## Task directions
Every line below from the one containing "position:absolute; left:580px; top:12px;" through the one containing "display:grid; place-items:center; width:36px;" must be transcribed exactly. Omit all lines outside that stretch.

## Information supplied
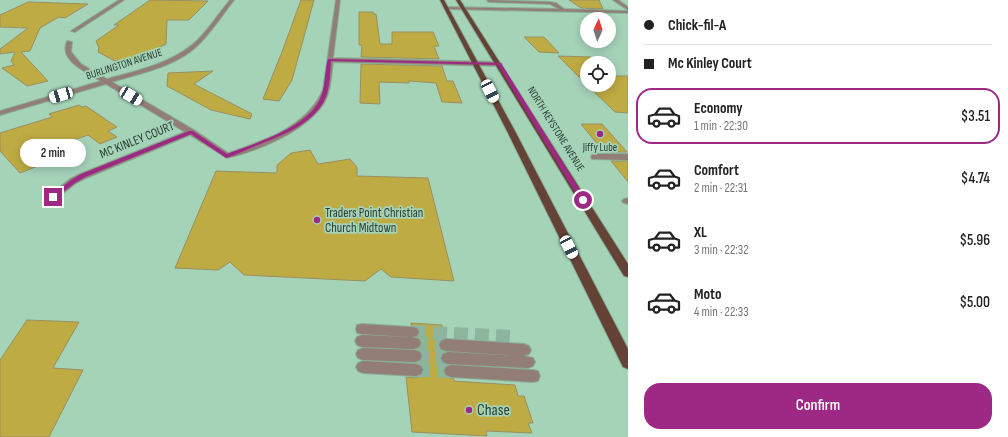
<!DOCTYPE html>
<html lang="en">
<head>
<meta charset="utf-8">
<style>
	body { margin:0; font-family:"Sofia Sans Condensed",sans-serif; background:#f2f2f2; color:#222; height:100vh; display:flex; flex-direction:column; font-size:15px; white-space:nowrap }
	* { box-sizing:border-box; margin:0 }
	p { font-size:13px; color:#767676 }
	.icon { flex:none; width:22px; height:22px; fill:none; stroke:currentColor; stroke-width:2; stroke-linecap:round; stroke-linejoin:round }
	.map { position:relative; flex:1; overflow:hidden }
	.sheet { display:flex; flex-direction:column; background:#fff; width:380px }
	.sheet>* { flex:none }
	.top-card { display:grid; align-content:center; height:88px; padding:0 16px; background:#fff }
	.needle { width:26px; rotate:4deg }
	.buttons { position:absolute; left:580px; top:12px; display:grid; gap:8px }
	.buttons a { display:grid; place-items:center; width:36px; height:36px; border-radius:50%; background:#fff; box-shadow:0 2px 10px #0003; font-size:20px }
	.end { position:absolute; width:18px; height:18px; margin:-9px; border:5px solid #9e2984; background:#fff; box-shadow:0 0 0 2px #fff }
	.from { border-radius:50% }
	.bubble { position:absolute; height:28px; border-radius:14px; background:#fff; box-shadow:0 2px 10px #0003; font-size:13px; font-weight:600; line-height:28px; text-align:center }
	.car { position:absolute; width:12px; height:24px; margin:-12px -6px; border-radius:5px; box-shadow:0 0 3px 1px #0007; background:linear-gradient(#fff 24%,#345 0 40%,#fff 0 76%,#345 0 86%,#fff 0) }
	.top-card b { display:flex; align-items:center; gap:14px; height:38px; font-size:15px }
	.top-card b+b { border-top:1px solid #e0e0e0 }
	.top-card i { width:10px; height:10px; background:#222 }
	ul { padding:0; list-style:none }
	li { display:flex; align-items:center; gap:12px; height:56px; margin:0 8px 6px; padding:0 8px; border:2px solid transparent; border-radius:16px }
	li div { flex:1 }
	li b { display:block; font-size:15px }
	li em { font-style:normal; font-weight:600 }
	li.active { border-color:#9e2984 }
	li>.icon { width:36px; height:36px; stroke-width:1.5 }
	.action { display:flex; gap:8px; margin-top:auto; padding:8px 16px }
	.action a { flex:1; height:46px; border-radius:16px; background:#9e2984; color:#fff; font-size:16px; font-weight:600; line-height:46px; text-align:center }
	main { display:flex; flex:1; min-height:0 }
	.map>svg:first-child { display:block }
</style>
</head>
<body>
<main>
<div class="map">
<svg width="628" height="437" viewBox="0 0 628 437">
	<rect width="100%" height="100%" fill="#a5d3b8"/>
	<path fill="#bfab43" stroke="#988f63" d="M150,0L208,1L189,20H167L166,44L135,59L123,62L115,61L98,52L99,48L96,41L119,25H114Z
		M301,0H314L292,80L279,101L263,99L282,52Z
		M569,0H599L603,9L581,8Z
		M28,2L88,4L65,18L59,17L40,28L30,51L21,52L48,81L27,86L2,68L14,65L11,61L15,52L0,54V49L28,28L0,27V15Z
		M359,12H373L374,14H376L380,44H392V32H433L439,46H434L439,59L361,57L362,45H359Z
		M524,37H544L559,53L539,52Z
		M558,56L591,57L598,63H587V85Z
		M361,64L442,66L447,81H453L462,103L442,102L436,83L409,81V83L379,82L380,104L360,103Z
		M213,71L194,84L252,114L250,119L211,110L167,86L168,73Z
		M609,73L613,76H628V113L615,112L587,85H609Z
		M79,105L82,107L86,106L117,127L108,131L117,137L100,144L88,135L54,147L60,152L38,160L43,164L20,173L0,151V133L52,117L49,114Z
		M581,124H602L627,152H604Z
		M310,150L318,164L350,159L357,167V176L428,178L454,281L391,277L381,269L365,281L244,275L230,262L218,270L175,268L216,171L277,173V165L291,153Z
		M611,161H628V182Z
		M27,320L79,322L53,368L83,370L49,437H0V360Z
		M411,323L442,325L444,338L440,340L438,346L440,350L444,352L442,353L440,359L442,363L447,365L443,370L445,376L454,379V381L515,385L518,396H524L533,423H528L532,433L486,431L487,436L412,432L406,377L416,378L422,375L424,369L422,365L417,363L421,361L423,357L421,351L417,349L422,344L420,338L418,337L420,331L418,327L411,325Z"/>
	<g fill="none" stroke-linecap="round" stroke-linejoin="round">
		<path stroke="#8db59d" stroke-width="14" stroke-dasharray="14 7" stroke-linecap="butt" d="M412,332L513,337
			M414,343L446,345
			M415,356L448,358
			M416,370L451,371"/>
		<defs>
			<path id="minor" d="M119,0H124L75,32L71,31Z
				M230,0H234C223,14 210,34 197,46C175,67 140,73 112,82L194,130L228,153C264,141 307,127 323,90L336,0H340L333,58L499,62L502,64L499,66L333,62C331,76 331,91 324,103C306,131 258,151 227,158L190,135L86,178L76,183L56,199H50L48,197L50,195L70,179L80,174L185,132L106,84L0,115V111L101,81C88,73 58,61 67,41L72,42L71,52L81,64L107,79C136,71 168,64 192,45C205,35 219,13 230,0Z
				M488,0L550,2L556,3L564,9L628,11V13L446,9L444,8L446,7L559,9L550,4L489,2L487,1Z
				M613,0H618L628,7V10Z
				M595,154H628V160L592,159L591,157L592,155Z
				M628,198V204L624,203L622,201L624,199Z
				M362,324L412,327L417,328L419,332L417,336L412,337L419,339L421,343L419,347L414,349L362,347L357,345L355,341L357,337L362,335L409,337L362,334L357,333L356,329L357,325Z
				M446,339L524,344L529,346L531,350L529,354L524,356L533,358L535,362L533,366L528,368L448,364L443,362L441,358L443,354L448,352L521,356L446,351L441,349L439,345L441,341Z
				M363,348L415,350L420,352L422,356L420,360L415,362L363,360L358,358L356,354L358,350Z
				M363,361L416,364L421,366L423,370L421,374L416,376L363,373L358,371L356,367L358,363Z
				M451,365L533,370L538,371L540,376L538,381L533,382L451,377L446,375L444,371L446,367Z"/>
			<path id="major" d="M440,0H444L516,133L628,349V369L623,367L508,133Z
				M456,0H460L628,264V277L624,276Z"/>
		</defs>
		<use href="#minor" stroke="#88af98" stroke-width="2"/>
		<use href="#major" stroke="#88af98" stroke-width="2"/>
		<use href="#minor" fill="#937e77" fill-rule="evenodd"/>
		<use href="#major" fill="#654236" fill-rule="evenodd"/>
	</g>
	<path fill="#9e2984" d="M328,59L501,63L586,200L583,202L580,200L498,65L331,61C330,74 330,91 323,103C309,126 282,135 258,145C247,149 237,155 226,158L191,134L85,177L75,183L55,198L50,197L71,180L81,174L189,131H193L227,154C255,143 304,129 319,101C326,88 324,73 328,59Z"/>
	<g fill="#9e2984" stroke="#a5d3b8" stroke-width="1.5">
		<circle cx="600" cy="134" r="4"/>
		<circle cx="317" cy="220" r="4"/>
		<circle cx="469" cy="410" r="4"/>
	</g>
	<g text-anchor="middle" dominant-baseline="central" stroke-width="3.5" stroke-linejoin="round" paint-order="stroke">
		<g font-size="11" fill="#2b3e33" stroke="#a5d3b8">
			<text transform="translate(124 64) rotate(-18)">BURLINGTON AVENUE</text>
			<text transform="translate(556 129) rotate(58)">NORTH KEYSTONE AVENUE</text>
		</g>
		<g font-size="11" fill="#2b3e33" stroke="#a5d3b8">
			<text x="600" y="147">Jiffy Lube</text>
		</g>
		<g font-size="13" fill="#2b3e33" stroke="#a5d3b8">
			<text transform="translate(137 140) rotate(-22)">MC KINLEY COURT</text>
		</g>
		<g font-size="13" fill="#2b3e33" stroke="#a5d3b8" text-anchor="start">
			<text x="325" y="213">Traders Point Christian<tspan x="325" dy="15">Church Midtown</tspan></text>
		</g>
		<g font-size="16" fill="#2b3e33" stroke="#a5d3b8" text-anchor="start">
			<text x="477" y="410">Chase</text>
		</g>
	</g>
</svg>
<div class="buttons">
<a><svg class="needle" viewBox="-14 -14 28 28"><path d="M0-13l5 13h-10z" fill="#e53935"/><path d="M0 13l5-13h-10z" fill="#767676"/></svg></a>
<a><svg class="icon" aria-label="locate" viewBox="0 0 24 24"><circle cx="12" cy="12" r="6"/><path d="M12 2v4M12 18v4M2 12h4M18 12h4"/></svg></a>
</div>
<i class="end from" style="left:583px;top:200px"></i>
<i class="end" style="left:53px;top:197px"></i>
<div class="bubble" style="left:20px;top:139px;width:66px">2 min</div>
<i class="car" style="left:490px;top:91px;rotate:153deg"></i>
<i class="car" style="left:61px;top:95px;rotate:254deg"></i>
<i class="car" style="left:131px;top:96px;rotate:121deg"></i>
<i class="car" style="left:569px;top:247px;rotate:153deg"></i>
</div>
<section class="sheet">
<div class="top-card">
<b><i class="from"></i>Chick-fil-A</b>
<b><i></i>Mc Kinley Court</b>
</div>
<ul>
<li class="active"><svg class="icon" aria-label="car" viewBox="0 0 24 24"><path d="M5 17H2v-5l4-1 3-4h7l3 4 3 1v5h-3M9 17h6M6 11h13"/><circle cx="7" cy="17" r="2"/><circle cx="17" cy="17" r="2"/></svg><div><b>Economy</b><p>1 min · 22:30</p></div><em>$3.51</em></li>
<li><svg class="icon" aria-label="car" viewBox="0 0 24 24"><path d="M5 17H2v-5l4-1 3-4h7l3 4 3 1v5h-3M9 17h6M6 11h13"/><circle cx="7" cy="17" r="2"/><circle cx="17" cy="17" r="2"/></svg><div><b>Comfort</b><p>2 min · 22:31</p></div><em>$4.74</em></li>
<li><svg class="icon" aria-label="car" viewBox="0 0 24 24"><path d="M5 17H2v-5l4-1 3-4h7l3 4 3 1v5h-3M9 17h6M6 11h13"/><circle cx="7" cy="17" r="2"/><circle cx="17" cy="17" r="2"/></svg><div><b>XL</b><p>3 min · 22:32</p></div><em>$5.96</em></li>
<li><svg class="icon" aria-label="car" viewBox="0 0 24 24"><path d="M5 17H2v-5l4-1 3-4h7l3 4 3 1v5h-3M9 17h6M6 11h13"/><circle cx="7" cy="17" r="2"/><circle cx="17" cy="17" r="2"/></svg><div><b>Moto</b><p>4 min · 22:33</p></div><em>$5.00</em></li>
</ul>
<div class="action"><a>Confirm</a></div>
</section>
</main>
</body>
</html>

---

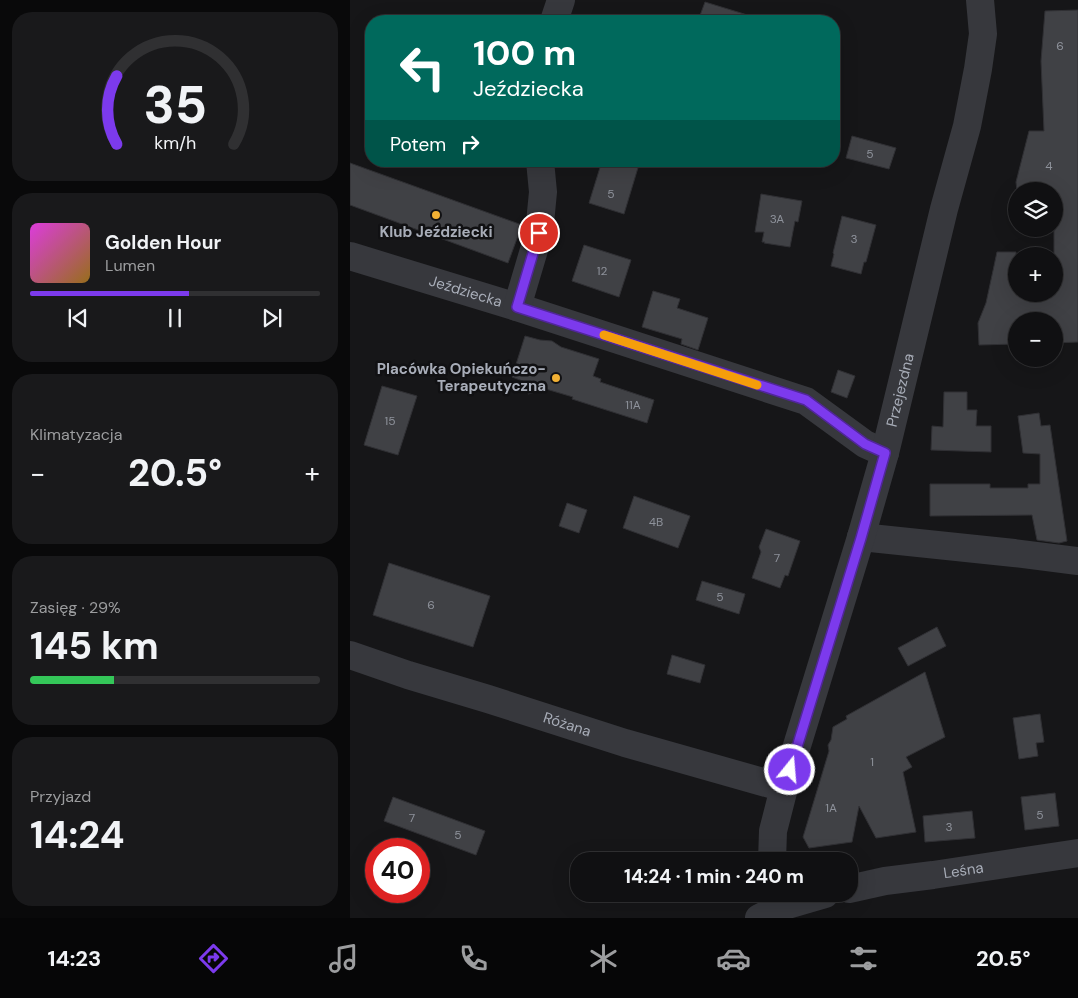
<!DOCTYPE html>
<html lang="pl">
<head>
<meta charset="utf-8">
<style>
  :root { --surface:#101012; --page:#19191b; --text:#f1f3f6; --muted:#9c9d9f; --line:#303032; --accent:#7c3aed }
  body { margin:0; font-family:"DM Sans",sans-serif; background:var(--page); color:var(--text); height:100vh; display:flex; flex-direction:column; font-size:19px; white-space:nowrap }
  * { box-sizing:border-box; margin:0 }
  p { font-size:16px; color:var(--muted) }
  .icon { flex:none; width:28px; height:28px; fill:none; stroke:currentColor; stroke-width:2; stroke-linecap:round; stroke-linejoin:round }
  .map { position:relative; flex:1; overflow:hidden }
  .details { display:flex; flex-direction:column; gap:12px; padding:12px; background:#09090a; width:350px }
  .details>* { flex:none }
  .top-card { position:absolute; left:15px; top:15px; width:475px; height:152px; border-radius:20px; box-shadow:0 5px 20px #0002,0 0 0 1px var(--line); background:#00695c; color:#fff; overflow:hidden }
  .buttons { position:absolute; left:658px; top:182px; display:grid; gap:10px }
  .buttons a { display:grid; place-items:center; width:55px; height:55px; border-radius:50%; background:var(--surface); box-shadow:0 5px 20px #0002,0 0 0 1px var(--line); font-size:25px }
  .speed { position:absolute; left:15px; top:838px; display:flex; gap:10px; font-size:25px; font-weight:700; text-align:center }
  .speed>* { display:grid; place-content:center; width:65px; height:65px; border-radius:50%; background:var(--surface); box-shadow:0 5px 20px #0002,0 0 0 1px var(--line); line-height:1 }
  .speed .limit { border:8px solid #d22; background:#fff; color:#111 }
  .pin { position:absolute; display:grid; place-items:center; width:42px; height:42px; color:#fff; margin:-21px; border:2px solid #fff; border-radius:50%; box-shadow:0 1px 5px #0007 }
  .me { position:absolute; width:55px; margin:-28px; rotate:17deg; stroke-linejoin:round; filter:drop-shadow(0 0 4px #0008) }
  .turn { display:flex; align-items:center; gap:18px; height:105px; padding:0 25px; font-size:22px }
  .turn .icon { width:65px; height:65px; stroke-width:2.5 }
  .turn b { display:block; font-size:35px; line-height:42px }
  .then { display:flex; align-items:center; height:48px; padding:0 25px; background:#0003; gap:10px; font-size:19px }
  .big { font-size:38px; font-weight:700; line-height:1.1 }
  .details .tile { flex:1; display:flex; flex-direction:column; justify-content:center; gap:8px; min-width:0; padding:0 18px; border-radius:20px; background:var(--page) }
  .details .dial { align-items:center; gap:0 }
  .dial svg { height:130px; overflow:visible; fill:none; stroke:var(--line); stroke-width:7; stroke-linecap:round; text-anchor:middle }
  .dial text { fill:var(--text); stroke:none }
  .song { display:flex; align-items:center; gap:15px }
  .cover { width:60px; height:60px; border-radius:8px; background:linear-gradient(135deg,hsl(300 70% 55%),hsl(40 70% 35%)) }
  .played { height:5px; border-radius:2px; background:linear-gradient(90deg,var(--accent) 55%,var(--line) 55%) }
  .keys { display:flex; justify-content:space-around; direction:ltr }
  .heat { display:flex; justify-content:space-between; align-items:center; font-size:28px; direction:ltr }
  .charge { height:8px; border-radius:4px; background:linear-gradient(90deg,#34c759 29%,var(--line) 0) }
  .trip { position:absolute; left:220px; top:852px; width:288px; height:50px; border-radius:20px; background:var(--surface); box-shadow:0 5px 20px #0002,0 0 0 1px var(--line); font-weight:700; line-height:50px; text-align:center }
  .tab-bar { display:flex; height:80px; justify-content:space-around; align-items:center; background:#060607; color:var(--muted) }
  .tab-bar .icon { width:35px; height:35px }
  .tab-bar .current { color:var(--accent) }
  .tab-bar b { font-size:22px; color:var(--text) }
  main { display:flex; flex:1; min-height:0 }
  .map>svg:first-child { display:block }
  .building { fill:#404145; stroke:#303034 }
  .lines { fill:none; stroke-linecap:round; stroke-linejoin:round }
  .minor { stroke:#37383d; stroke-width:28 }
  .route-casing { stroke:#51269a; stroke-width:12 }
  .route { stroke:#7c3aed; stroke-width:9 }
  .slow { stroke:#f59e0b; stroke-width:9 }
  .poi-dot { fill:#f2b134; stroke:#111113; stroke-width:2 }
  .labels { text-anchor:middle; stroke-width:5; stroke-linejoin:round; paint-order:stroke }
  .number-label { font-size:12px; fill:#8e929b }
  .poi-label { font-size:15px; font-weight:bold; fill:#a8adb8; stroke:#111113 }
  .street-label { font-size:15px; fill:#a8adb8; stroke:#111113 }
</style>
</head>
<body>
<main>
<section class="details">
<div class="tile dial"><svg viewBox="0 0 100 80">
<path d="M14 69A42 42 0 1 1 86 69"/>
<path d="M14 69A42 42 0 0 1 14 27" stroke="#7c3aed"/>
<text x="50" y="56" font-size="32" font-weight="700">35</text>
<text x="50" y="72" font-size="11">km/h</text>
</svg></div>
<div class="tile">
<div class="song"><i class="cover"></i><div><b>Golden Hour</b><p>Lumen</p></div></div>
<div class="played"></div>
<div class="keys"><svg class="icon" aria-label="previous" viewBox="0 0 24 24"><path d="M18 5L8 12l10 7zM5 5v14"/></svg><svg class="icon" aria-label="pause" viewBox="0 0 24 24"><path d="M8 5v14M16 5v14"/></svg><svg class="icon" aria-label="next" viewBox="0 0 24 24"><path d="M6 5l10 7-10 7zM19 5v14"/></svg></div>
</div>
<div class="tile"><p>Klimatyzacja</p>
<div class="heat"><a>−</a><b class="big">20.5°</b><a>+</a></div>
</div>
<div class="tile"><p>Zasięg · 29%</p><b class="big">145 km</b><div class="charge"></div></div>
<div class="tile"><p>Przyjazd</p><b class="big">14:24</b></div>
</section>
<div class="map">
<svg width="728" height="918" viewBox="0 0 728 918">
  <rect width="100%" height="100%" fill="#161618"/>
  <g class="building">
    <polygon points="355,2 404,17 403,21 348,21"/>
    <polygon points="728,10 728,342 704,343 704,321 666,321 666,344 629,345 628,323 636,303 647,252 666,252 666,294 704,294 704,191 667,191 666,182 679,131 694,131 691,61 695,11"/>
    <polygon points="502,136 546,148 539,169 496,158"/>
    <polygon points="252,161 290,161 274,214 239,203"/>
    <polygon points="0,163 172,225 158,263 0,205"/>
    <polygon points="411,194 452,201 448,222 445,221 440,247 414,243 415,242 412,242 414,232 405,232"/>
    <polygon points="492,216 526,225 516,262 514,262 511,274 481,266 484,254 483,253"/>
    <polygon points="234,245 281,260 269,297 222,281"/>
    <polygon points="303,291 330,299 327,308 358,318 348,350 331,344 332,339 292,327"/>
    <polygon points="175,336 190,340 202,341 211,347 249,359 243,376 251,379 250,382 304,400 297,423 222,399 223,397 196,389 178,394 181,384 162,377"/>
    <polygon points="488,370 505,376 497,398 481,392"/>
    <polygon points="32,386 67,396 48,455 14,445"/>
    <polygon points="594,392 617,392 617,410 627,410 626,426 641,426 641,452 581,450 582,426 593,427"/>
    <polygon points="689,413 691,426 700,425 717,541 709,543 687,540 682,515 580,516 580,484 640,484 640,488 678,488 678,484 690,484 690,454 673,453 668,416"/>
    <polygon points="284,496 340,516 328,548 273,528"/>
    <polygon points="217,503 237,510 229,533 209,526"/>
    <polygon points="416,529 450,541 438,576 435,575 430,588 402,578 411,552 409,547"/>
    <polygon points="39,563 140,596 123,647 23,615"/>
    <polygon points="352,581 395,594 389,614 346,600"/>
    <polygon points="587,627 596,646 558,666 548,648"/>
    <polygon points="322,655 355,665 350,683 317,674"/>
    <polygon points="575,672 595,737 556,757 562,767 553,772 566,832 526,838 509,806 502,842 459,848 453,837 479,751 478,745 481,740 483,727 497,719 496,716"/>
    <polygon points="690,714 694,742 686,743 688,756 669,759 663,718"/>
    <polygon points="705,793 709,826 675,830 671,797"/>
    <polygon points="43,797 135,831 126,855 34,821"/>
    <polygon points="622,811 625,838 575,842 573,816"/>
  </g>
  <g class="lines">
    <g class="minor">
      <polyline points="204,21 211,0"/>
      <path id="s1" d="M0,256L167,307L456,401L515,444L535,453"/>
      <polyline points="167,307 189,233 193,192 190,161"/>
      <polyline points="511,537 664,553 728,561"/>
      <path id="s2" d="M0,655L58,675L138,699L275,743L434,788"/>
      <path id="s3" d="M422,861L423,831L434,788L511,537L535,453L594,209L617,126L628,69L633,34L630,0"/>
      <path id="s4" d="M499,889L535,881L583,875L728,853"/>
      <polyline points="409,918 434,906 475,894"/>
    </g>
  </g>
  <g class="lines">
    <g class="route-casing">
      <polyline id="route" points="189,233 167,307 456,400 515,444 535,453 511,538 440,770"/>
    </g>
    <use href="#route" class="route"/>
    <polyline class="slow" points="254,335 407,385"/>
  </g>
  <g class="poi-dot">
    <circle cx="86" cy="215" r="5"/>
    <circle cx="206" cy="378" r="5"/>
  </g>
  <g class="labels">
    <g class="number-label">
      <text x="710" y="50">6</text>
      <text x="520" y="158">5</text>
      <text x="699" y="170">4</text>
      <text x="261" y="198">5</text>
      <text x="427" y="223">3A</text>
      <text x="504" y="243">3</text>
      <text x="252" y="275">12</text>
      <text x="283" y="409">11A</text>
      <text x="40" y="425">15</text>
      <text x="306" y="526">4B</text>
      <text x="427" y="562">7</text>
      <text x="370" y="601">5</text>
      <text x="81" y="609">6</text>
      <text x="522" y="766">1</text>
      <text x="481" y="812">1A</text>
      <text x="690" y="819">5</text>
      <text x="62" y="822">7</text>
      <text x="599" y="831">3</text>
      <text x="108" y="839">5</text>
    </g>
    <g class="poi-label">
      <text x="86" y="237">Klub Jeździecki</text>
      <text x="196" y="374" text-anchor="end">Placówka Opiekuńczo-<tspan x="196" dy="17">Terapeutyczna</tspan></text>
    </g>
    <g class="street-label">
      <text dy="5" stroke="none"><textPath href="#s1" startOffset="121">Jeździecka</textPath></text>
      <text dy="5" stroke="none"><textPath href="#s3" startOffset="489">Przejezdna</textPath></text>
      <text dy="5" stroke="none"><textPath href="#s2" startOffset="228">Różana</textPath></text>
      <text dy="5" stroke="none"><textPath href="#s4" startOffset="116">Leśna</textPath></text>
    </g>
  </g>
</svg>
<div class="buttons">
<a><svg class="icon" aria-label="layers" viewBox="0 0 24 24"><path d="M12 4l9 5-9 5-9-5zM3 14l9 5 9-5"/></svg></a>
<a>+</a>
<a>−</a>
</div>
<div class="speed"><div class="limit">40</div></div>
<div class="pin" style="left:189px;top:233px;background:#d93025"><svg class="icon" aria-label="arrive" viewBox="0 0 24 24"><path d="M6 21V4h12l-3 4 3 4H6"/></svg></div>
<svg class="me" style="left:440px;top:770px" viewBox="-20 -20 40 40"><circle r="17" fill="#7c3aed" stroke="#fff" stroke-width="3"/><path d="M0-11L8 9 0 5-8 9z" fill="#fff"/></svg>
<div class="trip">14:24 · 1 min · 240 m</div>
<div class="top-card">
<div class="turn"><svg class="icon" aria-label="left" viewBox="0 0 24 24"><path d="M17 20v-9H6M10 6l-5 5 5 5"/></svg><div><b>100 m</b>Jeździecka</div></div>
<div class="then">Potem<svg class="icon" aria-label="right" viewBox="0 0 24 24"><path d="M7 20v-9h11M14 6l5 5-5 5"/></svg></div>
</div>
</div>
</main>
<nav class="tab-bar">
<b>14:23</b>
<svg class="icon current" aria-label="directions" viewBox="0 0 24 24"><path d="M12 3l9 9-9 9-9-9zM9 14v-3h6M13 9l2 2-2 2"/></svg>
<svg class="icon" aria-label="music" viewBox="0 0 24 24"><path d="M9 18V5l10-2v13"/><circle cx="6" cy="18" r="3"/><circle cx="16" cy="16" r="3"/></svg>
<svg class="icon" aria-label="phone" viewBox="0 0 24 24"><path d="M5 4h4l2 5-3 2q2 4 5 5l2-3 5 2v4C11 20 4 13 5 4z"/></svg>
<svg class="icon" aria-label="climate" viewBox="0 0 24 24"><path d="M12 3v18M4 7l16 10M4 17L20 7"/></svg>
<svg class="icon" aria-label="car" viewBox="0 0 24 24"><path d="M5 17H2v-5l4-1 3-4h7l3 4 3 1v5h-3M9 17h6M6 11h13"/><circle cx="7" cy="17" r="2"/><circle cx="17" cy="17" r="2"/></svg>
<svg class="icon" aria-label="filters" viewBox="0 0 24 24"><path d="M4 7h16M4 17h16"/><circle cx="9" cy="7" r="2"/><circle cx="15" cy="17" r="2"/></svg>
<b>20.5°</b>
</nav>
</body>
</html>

## The completed task
	.buttons { position:absolute; left:580px; top:12px; display:grid; gap:8px }
	.buttons a { display:grid; place-items:center; width:36px; height:36px; border-radius:50%; background:#fff; box-shadow:0 2px 10px #0003; font-size:20px }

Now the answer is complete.